Immagine AI

L’azienda sudcoreana Nota ha annunciato l’implementazione di una nuova tecnologia di ottimizzazione dell’inferenza per Large Language Model progettata specificamente per gli AI PC di nuova generazione. La soluzione utilizza un approccio di calcolo eterogeneo che consente di sfruttare simultaneamente più unità di elaborazione presenti all’interno del dispositivo, tra cui GPU e NPU, con l’obiettivo di migliorare prestazioni ed efficienza energetica durante l’esecuzione locale dei modelli di intelligenza artificiale.

La tecnologia è stata sviluppata utilizzando sistemi basati sulla piattaforma Intel Lunar Lake e introduce un meccanismo di inferenza suddivisa che separa il processo di elaborazione del modello linguistico in due fasi distinte.
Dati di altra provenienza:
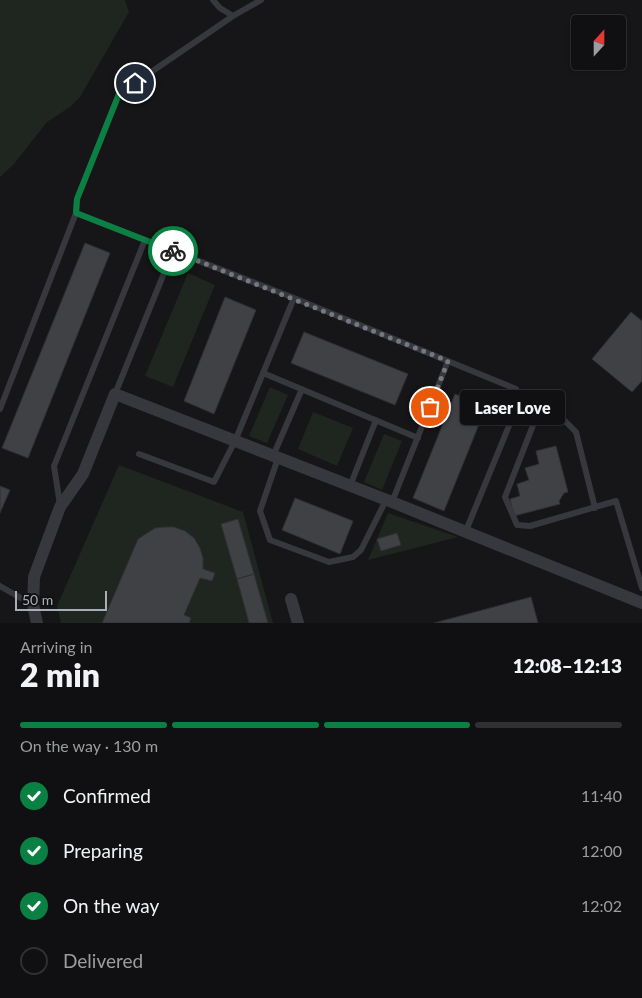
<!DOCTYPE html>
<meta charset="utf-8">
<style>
:root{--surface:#101012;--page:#1e1e20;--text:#f1f3f6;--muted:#9c9d9f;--line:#303032;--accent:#0b8043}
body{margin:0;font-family:Lato,sans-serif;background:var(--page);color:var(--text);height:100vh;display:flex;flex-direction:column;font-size:19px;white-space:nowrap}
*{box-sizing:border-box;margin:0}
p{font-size:16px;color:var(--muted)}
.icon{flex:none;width:28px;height:28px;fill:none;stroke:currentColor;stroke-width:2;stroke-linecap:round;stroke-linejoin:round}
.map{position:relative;height:623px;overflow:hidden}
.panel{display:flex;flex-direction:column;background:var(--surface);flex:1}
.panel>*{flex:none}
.needle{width:32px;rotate:21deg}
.tools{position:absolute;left:571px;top:15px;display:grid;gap:10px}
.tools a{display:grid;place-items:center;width:55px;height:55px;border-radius:5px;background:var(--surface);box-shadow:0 1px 4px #0004,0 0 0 1px var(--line);font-size:25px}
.scale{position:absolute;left:15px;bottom:12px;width:92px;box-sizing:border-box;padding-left:5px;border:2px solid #a8adb8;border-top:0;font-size:14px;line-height:18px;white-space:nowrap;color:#a8adb8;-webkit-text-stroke:4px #111113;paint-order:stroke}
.pin{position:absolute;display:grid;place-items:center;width:42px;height:42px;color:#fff;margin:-21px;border:2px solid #fff;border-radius:50%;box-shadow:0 1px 5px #0007}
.courier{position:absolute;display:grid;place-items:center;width:50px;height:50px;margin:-25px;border:4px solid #0b8043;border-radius:50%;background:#fff;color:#222;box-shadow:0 1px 6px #0007}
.bubble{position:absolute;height:35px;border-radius:5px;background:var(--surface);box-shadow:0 1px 4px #0004,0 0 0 1px var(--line);font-size:16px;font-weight:800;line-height:35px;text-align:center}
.overview em{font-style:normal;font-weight:800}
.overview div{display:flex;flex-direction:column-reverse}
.overview{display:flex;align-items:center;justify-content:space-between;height:85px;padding:0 20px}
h1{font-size:32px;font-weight:800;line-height:38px}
.bar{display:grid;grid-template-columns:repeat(4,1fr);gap:8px 5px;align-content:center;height:60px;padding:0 20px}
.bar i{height:6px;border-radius:4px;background:var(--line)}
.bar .active{background:var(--accent)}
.bar p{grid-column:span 4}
ol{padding:0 20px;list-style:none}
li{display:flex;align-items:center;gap:15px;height:55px}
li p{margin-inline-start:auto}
li .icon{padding:5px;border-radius:50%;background:var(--accent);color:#fff;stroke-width:4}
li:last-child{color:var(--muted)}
li i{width:28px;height:28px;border:2px solid var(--line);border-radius:50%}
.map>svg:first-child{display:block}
</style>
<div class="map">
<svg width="642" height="623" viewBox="0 0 642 623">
<rect width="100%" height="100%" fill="#161618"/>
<path fill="#1e261f" d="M 0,0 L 125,0 L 129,12 L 80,97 L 70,107 L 47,122 L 14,164 L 0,177 Z
M 188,273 L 215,285 L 173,387 L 145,376 Z
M 270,387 L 288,395 L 267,443 L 249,436 Z
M 313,412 L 353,428 L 337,466 L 298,449 Z
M 384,434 L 402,441 L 382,490 L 364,482 Z
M 119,465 L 243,512 L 273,623 L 61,623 L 57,606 Z
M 388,513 L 458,537 L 368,560 Z"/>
<path fill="#404145" stroke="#303034" d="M 85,243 L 110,253 L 28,458 L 2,448 Z
M 225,297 L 256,310 L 214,414 L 184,401 Z
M 631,312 L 642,321 L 642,381 L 632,392 L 592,359 Z
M 304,332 L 408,374 L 395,405 L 291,363 Z
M 455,394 L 486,407 L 444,511 L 413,498 Z
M 556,446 L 568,492 L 564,493 L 559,501 L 560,504 L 514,516 L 510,499 L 520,496 L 517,484 L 529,480 L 525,468 L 539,464 L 536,451 Z
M 0,486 L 10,490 L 0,513 Z
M 295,498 L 353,521 L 340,554 L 282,530 Z
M 238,519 L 254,574 L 237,579 L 221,524 Z
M 165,527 L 174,527 L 185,531 L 194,538 L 200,548 L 203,558 L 203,569 L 215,573 L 212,581 L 200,578 L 184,615 L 191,618 L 189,623 L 102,623 L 138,539 L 155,528 Z
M 397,533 L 401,545 L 381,551 L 377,539 Z
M 254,574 L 268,623 L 249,623 L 237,579 Z
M 531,597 L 538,623 L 434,623 Z"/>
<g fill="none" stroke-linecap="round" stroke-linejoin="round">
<path stroke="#37383d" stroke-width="6" d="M 213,0 L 220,8 L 233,16 L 261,0
M 76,213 L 77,199 L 119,94 L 233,16
M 263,373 L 418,438
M 115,394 L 173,251
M 0,409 L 76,213 L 294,298 L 516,389 L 513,416 L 465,533
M 139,454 L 214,482 L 235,441 L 294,298
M 273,456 L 302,389
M 278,458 L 260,511 L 270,540 L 329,562 L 353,557 L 361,550 L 386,500
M 350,486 L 376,420
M 392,502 L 448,361
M 60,505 L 54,466 L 145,240
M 595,508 L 576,432 L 564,420 L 539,410 L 505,497 L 517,525 L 530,526 L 616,501 L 642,588
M 0,586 L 33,605"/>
<path stroke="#37383d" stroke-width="12" d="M 291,599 L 298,623
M 37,623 L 33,605 L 34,577 L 60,507 L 83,474 L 115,394 L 392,502 L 642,603"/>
</g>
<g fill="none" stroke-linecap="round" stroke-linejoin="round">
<path stroke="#757880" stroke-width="5" stroke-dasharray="0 9" d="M 173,251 L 448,361 L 430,407"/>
<path stroke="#0b8043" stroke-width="6" d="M 135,83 L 119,94 L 77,199 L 76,213 L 173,251"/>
</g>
</svg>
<div class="tools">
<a><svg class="needle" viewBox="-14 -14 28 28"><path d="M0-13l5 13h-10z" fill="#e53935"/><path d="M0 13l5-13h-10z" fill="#9c9d9f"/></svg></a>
</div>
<div class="scale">50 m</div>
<div class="pin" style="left:430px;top:407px;background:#ea580c"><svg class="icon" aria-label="bag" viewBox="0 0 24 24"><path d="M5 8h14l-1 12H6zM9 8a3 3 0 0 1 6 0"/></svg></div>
<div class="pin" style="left:135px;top:83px;background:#1f2937"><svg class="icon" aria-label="home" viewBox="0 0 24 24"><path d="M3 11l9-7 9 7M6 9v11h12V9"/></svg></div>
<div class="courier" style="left:173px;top:251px"><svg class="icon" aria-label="bike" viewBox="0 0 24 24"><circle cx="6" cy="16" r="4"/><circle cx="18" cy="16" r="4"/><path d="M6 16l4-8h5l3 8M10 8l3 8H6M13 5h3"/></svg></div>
<div class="bubble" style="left:460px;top:390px;width:105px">Laser Love</div>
</div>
<section class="panel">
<div class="overview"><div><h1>2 min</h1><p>Arriving in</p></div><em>12:08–12:13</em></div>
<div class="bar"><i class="active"></i><i class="active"></i><i class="active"></i><i></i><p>On the way · 130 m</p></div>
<ol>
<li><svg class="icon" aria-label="check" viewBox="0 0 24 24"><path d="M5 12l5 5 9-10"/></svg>Confirmed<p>11:40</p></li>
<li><svg class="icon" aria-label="check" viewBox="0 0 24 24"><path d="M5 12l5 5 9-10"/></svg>Preparing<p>12:00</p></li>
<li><svg class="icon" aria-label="check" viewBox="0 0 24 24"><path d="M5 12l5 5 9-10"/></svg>On the way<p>12:02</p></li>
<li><i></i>Delivered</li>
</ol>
</section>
La prima riguarda l’elaborazione dell’input e la costruzione del contesto necessario all’inferenza, mentre la seconda è dedicata alla generazione vera e propria della risposta. Invece di affidare entrambe le operazioni a una singola unità di calcolo, Nota assegna ogni fase all’acceleratore ritenuto più efficiente per quello specifico carico di lavoro.

Nel sistema sviluppato dall’azienda, la GPU viene utilizzata per le operazioni di elaborazione iniziale dell’input, mentre la NPU si occupa della fase di generazione dei token. Questa distribuzione dei compiti permette di sfruttare le caratteristiche architetturali specifiche di ciascun componente, riducendo le inefficienze tipiche delle esecuzioni che utilizzano un solo acceleratore per l’intero processo di inferenza.

Secondo i risultati comunicati dall’azienda, l’approccio ha consentito di ridurre il consumo energetico per token generato di circa il 32% rispetto a un’esecuzione basata esclusivamente sulla GPU. Parallelamente, la velocità di generazione delle risposte è aumentata di circa il 12%, mentre il tempo necessario per ottenere il primo token della risposta è stato ridotto di circa l’89% rispetto a configurazioni che utilizzano solamente la NPU.

I risultati evidenziano un cambiamento significativo nel modo in cui vengono progettati gli AI PC. Tradizionalmente le prestazioni dei sistemi di intelligenza artificiale venivano associate principalmente alla potenza della singola unità di elaborazione. L’approccio proposto da Nota suggerisce invece che il fattore determinante possa essere la capacità di orchestrare in modo efficiente CPU, GPU e NPU, assegnando a ciascun componente i compiti per cui è maggiormente ottimizzato.

Questa evoluzione rispecchia una tendenza più ampia del settore. I recenti processori destinati agli AI PC integrano infatti diverse tipologie di acceleratori all’interno dello stesso dispositivo, mentre nel mondo dei data center stanno emergendo architetture che suddividono i carichi di lavoro AI in fasi distinte distribuite tra differenti unità di elaborazione. In questo contesto, l’ottimizzazione software diventa un elemento centrale per sfruttare appieno le capacità dell’hardware disponibile.

La strategia di Nota non si limita alla sola gestione dell’inferenza. L’azienda sta lavorando anche sulla riduzione delle dimensioni dei modelli, sull’ottimizzazione dei runtime e sul miglioramento dell’interazione tra software e hardware. L’obiettivo è rendere più efficiente l’esecuzione dell’intelligenza artificiale direttamente sul dispositivo, riducendo la dipendenza dal cloud e migliorando l’esperienza utente negli scenari di AI on-device.

Con la crescente diffusione degli AI PC e l’integrazione di acceleratori dedicati nei processori di nuova generazione, tecnologie come quella sviluppata da Nota potrebbero contribuire a rendere l’esecuzione locale dei modelli linguistici più veloce, meno energivora e maggiormente adatta a un utilizzo quotidiano su notebook e workstation personali.